- Your goal -
From the first line to the last, copy the material word for word; pictures stay out.
....
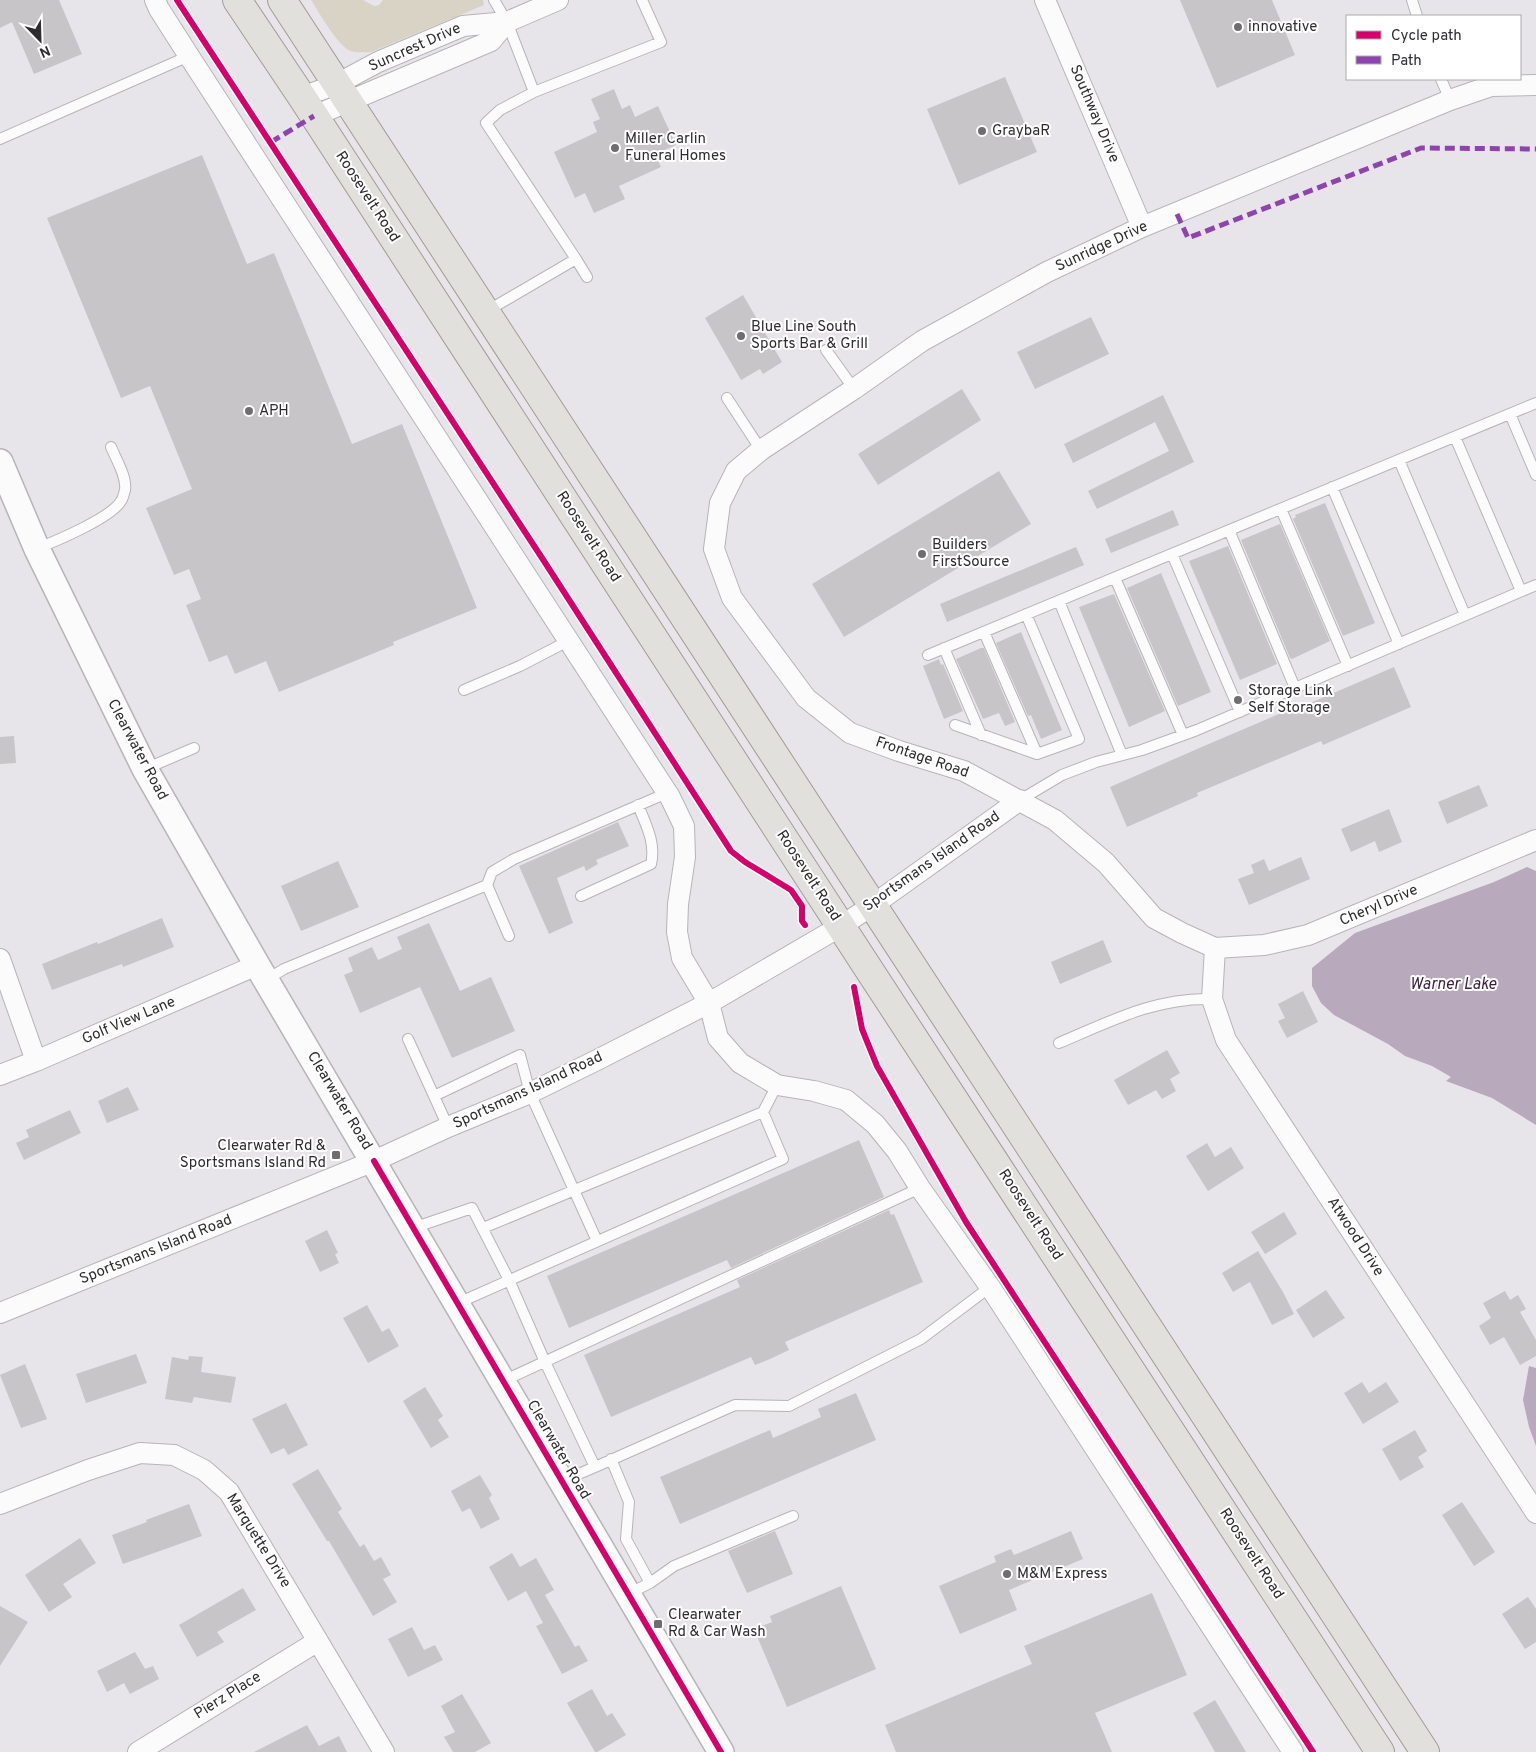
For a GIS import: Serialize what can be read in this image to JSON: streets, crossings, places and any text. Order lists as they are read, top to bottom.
{
  "streets": {
    "main road": ["Roosevelt Road"],
    "street": [
      "Southway Drive",
      "Sunridge Drive",
      "Clearwater Road",
      "Frontage Road",
      "Sportsmans Island Road",
      "Cheryl Drive",
      "Golf View Lane",
      "Atwood Drive",
      "Marquette Drive",
      "Pierz Place"
    ]
  },
  "crossings": [
    ["Southway Drive", "Sunridge Drive"],
    ["Roosevelt Road", "Sportsmans Island Road"],
    ["Sunridge Drive", "Frontage Road"],
    ["Clearwater Road", "Sportsmans Island Road"],
    ["Clearwater Road", "Golf View Lane"],
    ["Frontage Road", "Sportsmans Island Road"],
    ["Frontage Road", "Cheryl Drive"],
    ["Frontage Road", "Atwood Drive"],
    ["Cheryl Drive", "Atwood Drive"],
    ["Marquette Drive", "Pierz Place"]
  ],
  "water": ["Warner Lake"],
  "places": {
    "other": [
      "innovative",
      "GraybaR",
      "Miller Carlin Funeral Homes",
      "Blue Line South Sports Bar & Grill",
      "APH",
      "Builders FirstSource",
      "Storage Link Self Storage",
      "M&M Express"
    ],
    "transit": ["Clearwater Rd & Sportsmans Island Rd", "Clearwater Rd & Car Wash"]
  },
  "legend": ["Cycle path", "Path"],
  "north": "bottom right"
}
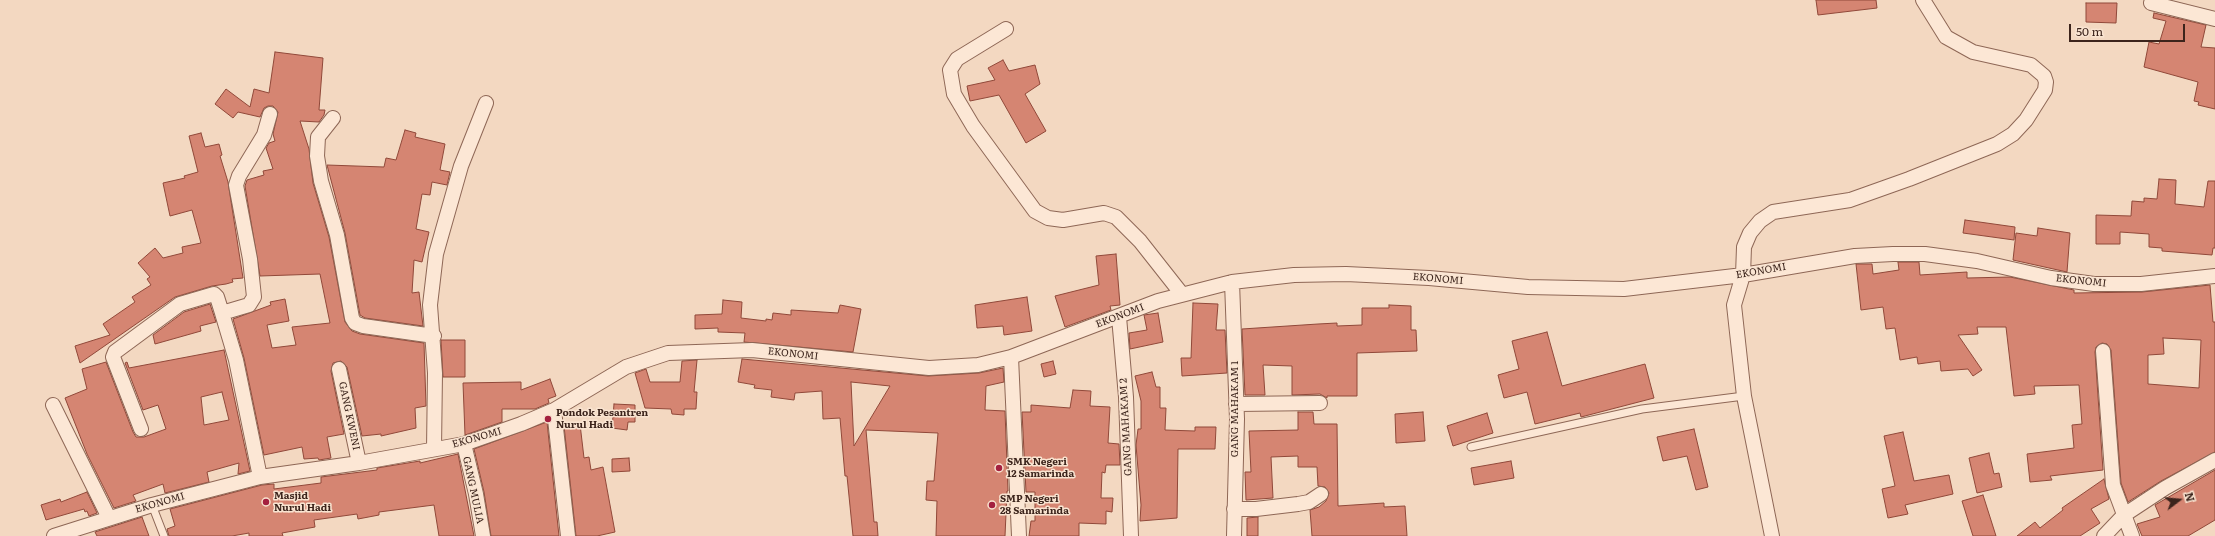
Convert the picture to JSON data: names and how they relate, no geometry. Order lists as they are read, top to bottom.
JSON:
{
  "streets": {
    "street": [
      "EKONOMI",
      "GANG MAHAKAM 1",
      "GANG KWENI",
      "GANG MAHAKAM 2",
      "GANG MULIA"
    ]
  },
  "crossings": [
    ["EKONOMI", "GANG MAHAKAM 1"],
    ["EKONOMI", "GANG KWENI"],
    ["EKONOMI", "GANG MAHAKAM 2"],
    ["EKONOMI", "GANG MULIA"]
  ],
  "places": [
    "Pondok Pesantren Nurul Hadi",
    "SMK Negeri 12 Samarinda",
    "Masjid Nurul Hadi",
    "SMP Negeri 28 Samarinda"
  ],
  "scale_bar": "50 m",
  "north": "right"
}
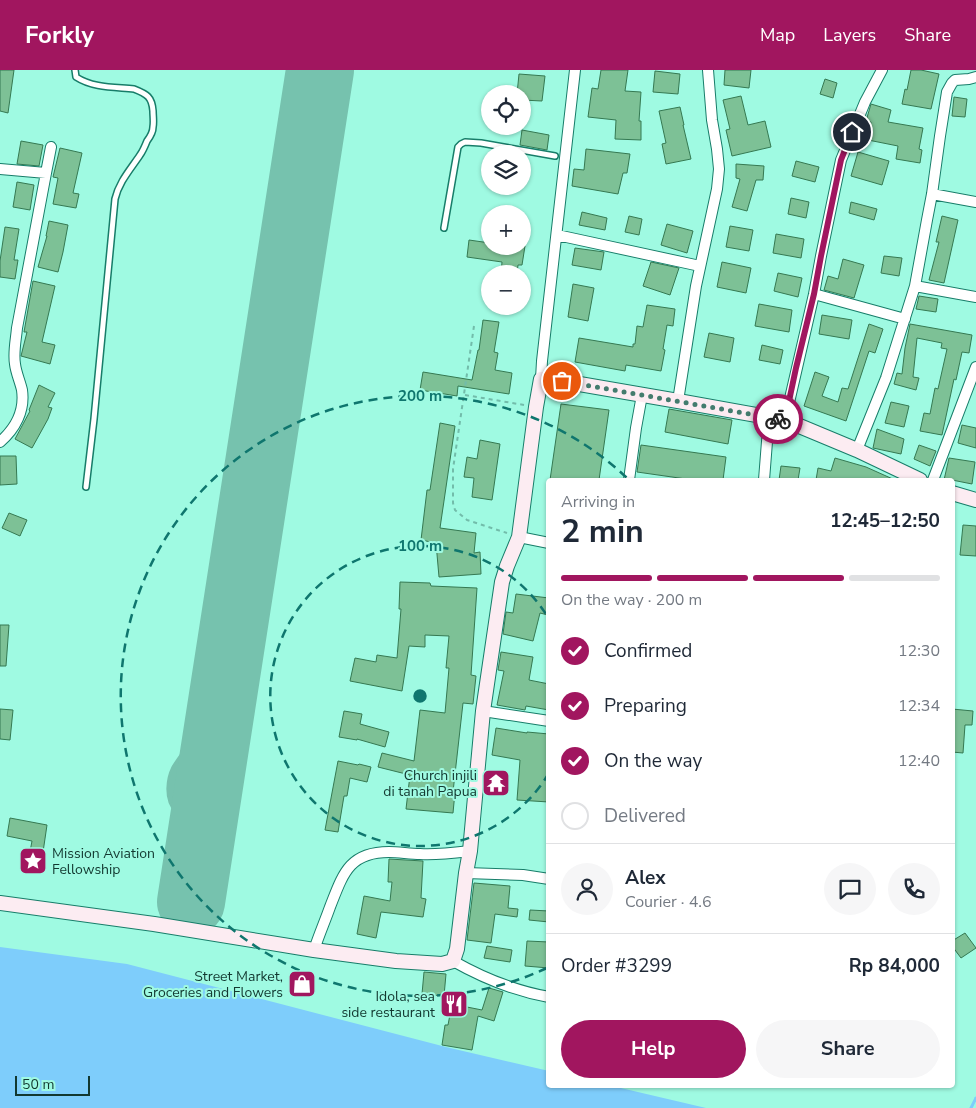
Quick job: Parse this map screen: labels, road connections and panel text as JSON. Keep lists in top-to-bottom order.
....
- Completed task -
For a GIS import: Serialize what can be read in this image to JSON: streets, crossings, places and any text. Order lists as they are read, top to bottom.
{
  "streets": {
    "main road": ["Roosevelt Road"],
    "street": [
      "Southway Drive",
      "Sunridge Drive",
      "Clearwater Road",
      "Frontage Road",
      "Sportsmans Island Road",
      "Cheryl Drive",
      "Golf View Lane",
      "Atwood Drive",
      "Marquette Drive",
      "Pierz Place"
    ]
  },
  "crossings": [
    ["Southway Drive", "Sunridge Drive"],
    ["Roosevelt Road", "Sportsmans Island Road"],
    ["Sunridge Drive", "Frontage Road"],
    ["Clearwater Road", "Sportsmans Island Road"],
    ["Clearwater Road", "Golf View Lane"],
    ["Frontage Road", "Sportsmans Island Road"],
    ["Frontage Road", "Cheryl Drive"],
    ["Frontage Road", "Atwood Drive"],
    ["Cheryl Drive", "Atwood Drive"],
    ["Marquette Drive", "Pierz Place"]
  ],
  "water": ["Warner Lake"],
  "places": {
    "other": [
      "innovative",
      "GraybaR",
      "Miller Carlin Funeral Homes",
      "Blue Line South Sports Bar & Grill",
      "APH",
      "Builders FirstSource",
      "Storage Link Self Storage",
      "M&M Express"
    ],
    "transit": ["Clearwater Rd & Sportsmans Island Rd", "Clearwater Rd & Car Wash"]
  },
  "legend": ["Cycle path", "Path"],
  "north": "bottom right"
}
Convert the picture to JSON data: names and how they relate, no geometry. Order lists as they are read, top to bottom.
JSON:
{
  "streets": {
    "street": [
      "EKONOMI",
      "GANG MAHAKAM 1",
      "GANG KWENI",
      "GANG MAHAKAM 2",
      "GANG MULIA"
    ]
  },
  "crossings": [
    ["EKONOMI", "GANG MAHAKAM 1"],
    ["EKONOMI", "GANG KWENI"],
    ["EKONOMI", "GANG MAHAKAM 2"],
    ["EKONOMI", "GANG MULIA"]
  ],
  "places": [
    "Pondok Pesantren Nurul Hadi",
    "SMK Negeri 12 Samarinda",
    "Masjid Nurul Hadi",
    "SMP Negeri 28 Samarinda"
  ],
  "scale_bar": "50 m",
  "north": "right"
}
Quick job: Parse this map screen: labels, road connections and panel text as JSON. Keep lists in top-to-bottom order.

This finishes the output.